第三百三十一話 音痴の正体

「錯覚の世界」を生きていると錯覚している自覚症状の無い音痴。
先ず、音痴であることを自覚する。
自覚したら、次に音痴を治す。
では音痴とは一体どんなものなのでしょうか。
音痴とは、音程を正確に把握、表現できない一種の耳の病気です。
つまり、
五感の機能障害に外なりません。
だから、音痴のことを英語では、“tone-deaf”と言って、“deaf”とは聴力障害者のことであり、“tone”とは音程のことです。
では「錯覚の世界」の錯覚とは一体どんな錯覚なのでしょうか。
五感機能障害を起こしていることに外なりません。
五感機能とは、自他の区分け機能であることは以前にもお話しました。
自他の区分けをすることで自我意識(エゴ)、つまり、“自分”という意識が生じるのです。
実は、この“自分”という意識が四六時中勘違いをしていることが錯覚の正体に外ならないのです。

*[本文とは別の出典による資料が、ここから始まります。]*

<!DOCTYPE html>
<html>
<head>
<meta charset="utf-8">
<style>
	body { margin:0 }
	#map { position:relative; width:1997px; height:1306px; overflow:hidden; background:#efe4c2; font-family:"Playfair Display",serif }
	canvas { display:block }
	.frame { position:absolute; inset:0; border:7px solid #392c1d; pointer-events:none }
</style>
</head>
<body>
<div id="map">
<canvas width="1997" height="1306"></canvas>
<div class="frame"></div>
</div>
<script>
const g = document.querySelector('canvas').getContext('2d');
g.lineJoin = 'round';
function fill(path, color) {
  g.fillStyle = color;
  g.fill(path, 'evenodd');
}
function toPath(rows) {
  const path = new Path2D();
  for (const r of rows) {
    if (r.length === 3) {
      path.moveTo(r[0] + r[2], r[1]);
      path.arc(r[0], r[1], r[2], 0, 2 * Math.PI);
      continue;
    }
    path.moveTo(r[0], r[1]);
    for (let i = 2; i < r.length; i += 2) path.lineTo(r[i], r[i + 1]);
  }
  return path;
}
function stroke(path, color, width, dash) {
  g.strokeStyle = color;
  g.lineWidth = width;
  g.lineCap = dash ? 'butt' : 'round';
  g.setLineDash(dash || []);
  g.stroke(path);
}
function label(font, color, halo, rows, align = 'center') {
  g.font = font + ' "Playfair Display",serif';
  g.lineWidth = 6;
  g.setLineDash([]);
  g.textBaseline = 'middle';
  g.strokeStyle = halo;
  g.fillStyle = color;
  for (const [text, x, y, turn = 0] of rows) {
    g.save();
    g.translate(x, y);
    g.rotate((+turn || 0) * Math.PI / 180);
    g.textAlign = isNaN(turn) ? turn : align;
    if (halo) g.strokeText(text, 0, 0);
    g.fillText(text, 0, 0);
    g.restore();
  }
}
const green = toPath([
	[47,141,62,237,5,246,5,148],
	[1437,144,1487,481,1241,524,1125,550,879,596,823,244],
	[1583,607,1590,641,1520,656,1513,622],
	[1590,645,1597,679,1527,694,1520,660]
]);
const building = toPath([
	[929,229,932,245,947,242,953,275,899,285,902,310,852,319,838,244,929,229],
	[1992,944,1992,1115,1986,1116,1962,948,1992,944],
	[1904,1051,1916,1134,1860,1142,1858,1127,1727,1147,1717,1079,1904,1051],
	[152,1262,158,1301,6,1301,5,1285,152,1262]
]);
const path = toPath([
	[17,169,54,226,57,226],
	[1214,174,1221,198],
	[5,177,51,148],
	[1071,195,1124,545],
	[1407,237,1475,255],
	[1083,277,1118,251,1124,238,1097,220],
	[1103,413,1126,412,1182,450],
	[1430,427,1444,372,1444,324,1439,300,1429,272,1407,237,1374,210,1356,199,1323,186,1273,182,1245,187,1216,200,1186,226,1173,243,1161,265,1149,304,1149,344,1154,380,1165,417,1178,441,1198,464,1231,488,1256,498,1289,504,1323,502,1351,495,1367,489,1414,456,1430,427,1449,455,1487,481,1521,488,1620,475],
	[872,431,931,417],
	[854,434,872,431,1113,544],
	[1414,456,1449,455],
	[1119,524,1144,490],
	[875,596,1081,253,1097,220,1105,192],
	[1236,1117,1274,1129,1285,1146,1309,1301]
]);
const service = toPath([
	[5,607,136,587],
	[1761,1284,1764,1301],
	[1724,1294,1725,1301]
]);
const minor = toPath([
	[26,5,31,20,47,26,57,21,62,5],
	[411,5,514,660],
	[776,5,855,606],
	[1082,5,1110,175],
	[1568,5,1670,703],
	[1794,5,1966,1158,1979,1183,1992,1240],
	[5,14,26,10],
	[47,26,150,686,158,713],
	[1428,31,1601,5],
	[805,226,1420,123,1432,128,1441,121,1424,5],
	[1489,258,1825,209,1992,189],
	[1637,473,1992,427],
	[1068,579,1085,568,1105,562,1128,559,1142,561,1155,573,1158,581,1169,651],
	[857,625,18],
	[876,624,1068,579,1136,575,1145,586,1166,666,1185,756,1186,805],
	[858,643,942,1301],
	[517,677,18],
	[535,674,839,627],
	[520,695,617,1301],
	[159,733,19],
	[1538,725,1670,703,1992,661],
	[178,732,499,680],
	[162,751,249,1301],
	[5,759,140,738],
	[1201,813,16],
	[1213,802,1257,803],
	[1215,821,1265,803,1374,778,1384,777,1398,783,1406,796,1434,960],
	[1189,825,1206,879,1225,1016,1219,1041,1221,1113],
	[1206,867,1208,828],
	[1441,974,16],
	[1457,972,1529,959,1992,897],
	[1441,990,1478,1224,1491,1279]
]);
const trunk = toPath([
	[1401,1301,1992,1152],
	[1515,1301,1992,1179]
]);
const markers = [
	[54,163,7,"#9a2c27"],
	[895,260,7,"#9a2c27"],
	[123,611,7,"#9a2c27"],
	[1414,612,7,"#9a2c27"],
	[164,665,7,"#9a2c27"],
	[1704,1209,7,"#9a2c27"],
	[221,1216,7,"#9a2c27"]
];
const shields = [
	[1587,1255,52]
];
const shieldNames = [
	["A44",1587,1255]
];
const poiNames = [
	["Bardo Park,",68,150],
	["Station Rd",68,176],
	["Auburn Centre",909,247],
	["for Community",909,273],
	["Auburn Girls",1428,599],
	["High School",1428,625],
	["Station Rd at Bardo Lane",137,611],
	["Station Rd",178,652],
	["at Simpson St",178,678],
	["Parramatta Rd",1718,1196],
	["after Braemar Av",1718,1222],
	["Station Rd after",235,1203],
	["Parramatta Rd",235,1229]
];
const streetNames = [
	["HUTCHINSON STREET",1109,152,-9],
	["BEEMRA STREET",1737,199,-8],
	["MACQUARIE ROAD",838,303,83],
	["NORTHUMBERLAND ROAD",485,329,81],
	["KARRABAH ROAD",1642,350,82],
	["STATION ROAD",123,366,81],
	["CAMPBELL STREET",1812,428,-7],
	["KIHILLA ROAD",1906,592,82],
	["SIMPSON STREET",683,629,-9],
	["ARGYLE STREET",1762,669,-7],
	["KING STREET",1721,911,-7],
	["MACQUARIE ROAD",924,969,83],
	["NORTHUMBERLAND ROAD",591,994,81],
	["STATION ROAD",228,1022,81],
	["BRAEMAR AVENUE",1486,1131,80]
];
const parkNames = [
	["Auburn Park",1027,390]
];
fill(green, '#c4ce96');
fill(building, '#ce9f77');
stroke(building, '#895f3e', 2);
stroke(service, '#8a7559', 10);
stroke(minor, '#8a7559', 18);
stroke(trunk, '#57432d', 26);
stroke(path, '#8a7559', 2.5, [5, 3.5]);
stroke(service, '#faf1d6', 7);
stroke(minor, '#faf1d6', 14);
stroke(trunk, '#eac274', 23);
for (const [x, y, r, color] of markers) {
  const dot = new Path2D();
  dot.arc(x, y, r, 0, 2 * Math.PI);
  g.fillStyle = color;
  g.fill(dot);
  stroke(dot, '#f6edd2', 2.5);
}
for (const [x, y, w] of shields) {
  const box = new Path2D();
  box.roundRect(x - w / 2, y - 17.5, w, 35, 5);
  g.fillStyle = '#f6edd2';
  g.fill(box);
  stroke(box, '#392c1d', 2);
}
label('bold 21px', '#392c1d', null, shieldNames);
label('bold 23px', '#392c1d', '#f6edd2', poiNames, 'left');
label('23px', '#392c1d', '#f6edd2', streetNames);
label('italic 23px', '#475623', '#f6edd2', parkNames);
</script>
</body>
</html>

新田哲学が、わたしたち人間が錯覚の生きものであると主張する所以です。
わたしたち人間は四六時中勘違いをしている。
“生が好くて、死が悪い”、“健康が好くて、病気が悪い”、“お金持ちが好くて、貧乏が悪い”といった勘違いをしている。
どんな勘違いかと申しますと、
“生が好くて、死が悪い”のではなくて、実は、“死が好くて(実在で)、生が悪い(実在しない)”のが本来なのです。
“健康が好くて、病気が悪い”のではなくて、実は、“病気が好くて(実在で)、健康が悪い(実在しない)”のが本来なのです。
“お金持ちが好くて、貧乏が悪い”のではなくて、実は、“貧乏が好くて(実在で)、お金持ちが悪い(実在しない)”のが本来なのです。
つまり、
主客転倒しているわけです。
わたしたち人間に何故こんなことが起こったのでしょうか。
「時間の概念」を持ったからです。
“過去・現在・未来”という「時間の概念」を持ったからです。
地球上に生きているものはみんな、『今(地球号)』という名の汽車に乗って旅をしています。
わたしたち人間も、『今(地球号)』という名の汽車に乗って人生という旅をしています。
わたしたち人間だけが、汽車の窓のカーテンを開けて外の景色を観た。
つまり、
善悪の判断をする知恵の木の実を食べてエデンの園を追放された。
つまり、
知性を得た。
その結果、
窓外に“過去・現在・未来”という景色を観た。
つまり、
「時間の概念」を持った。
問題はここからです。
『今(地球号)』という汽車に乗っている自分が動いていて、窓外に観える“過去・現在・未来”という景色が止まっているのに、自分が止まっていて、“過去・現在・未来”が動いていると勘違いしてしまったわけです。
“天動説”と”地動説”の違いと同じわけです。
現代社会に生きるわたしたちは、知識では”地動説”を信じていますが、身体では“天動説”を信じているのです。
この結果、
主客転倒の勘違いが起こったのです。
“過去・現在・未来”が動いているのではなくて、『今』が動いているのです。
物理学では、“三本の時間の矢”と呼ばれているものがあって、その一本に“心理的な時間の矢”があって、過去から現在を経て未来へと一方通行する時間のことを指しています。
つまり、
現代物理学では、“過去・現在・未来”が一方通行する「時間」だと言うわけです。
言い換えれば、
“過去・現在・未来”という「時間」は動くものだと言っているわけです。
これこそ、主客転倒の勘違いに外ならないのに、わたしたち現代人は科学を盲信している結果、音痴に成り下がってしまったのです。
“過去・現在・未来”は光景(空間)であって決して時間ではない。
『今』が唯一の時間であり、静止していると思っている『今』という時間が自分と一緒に動いているのです。